Sapete perché? Perché non ci sono parenti da invitare in tv, interviste da fare al parroco del Paese, alla maestra di scuola, al vicino di casa, alla moglie vedova, al padre distrutto. Non fanno spettacolo se non fosse per essere allineati per mezza giornata sulla banchina di un piccolo porto del mediterraneo che dovrebbe essere porto d’Europa e invece è il porto di una piccola comunità di mare solo per caso italiana. Solo mezzagiornata, prima della putrefazione.
Non è una morte televisiva, non c’è alcun racconto da ricostruire in plastica in prima serata.

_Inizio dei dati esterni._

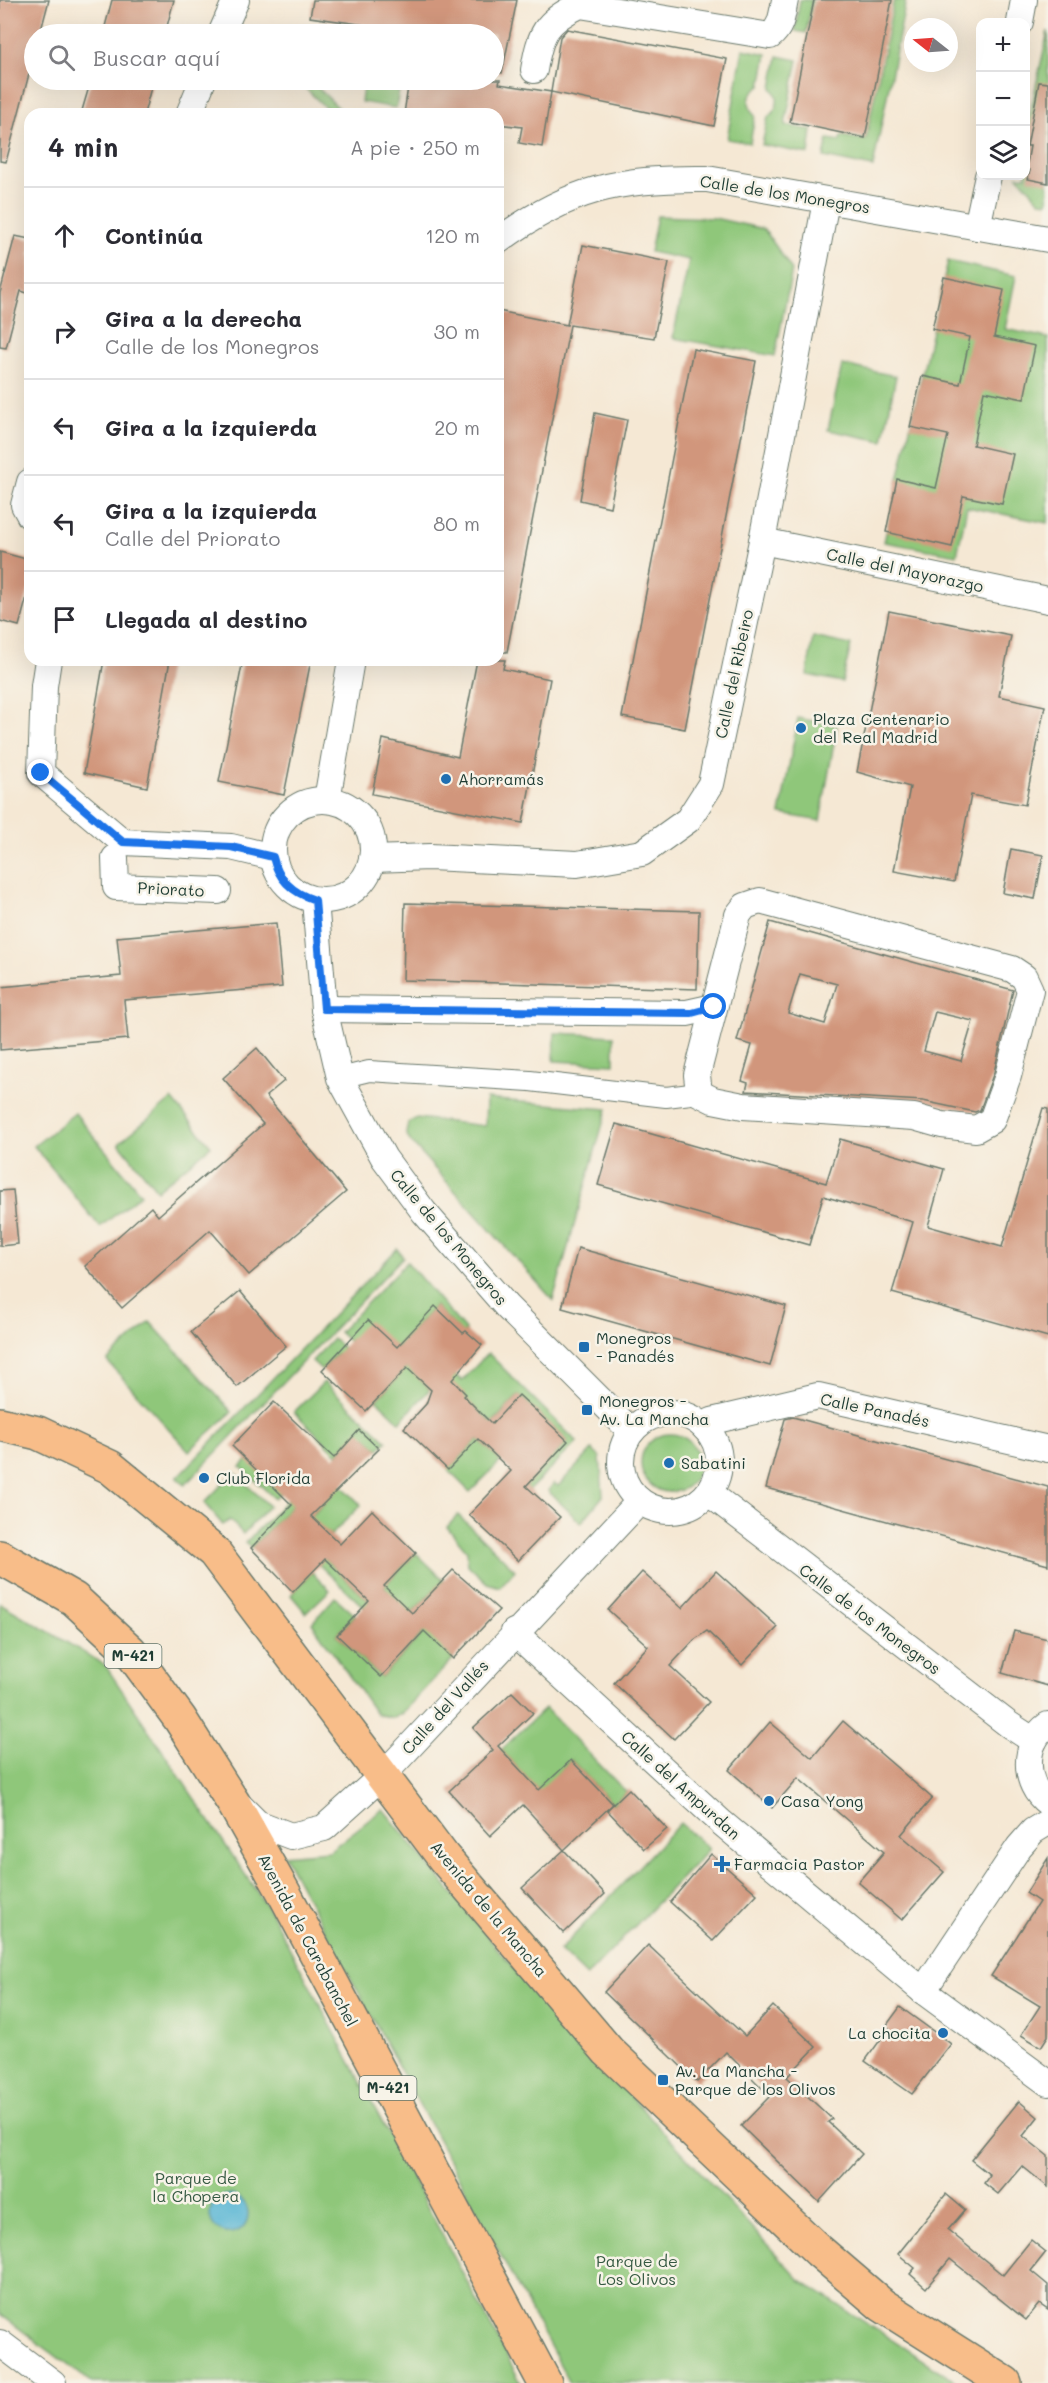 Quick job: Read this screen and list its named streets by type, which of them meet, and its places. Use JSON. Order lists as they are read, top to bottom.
{
  "streets": {
    "main road": ["M-421", "Avenida de la Mancha", "Avenida de Carabanchel"],
    "street": [
      "Calle de los Monegros",
      "Calle del Mayorazgo",
      "Calle del Ribeiro",
      "Priorato",
      "Calle Panadés",
      "Calle del Vallés",
      "Calle del Ampurdan"
    ]
  },
  "crossings": [
    ["Calle de los Monegros", "Calle del Ribeiro"],
    ["Calle de los Monegros", "Calle Panadés"],
    ["Calle de los Monegros", "Calle del Vallés"],
    ["Calle del Mayorazgo", "Calle del Ribeiro"],
    ["Calle Panadés", "Calle del Vallés"],
    ["Calle del Vallés", "Calle del Ampurdan"],
    ["Calle del Vallés", "Avenida de la Mancha"],
    ["Calle del Vallés", "Avenida de Carabanchel"]
  ],
  "parks": ["Parque de la Chopera", "Parque de Los Olivos"],
  "places": {
    "other": [
      "Plaza Centenario del Real Madrid",
      "Ahorramás",
      "Sabatini",
      "Club Florida",
      "Casa Yong",
      "La chocita"
    ],
    "transit": ["Monegros - Panadés", "Monegros - Av. La Mancha", "Av. La Mancha - Parque de los Olivos"],
    "health": ["Farmacia Pastor"]
  },
  "north": "left",
  "page": {
    "map_buttons": ["+", "−"],
    "search": "Buscar aquí",
    "heading": ["4 min", "A pie · 250 m"],
    "list": [
      ["Continúa", "120 m"],
      ["Gira a la derecha", "Calle de los Monegros", "30 m"],
      ["Gira a la izquierda", "20 m"],
      ["Gira a la izquierda", "Calle del Priorato", "80 m"],
      "Llegada al destino"
    ]
  }
}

Per quei pochi che conoscono cosa passa un eritreo in Eritrea e cosa attraversa prima di arrivare al mare e cosa accade all’imbarco e cosa accade in mare e cosa accade in vista sulla costa, non c’è reality show che possa competere con un’avventura così, di cui noi vediamo solo l’ultimo istante. Io l’ho sentito l’odore di quel viaggio, è un odore che non ha niente a che vedere con la sporcizia, sa solo di piscio e terrore e adrenalina.
Vediamo solo l’ultimo istante: l’arrivo. Vivi o morti. Spesso morti. Spesso vivi e da rispedire a casa dopo tutto quel viaggio. E’ che non lo vediamo. E se non lo vediamo non esiste. E basta, 300 morti eritrei non valgono 300 morti televisivi.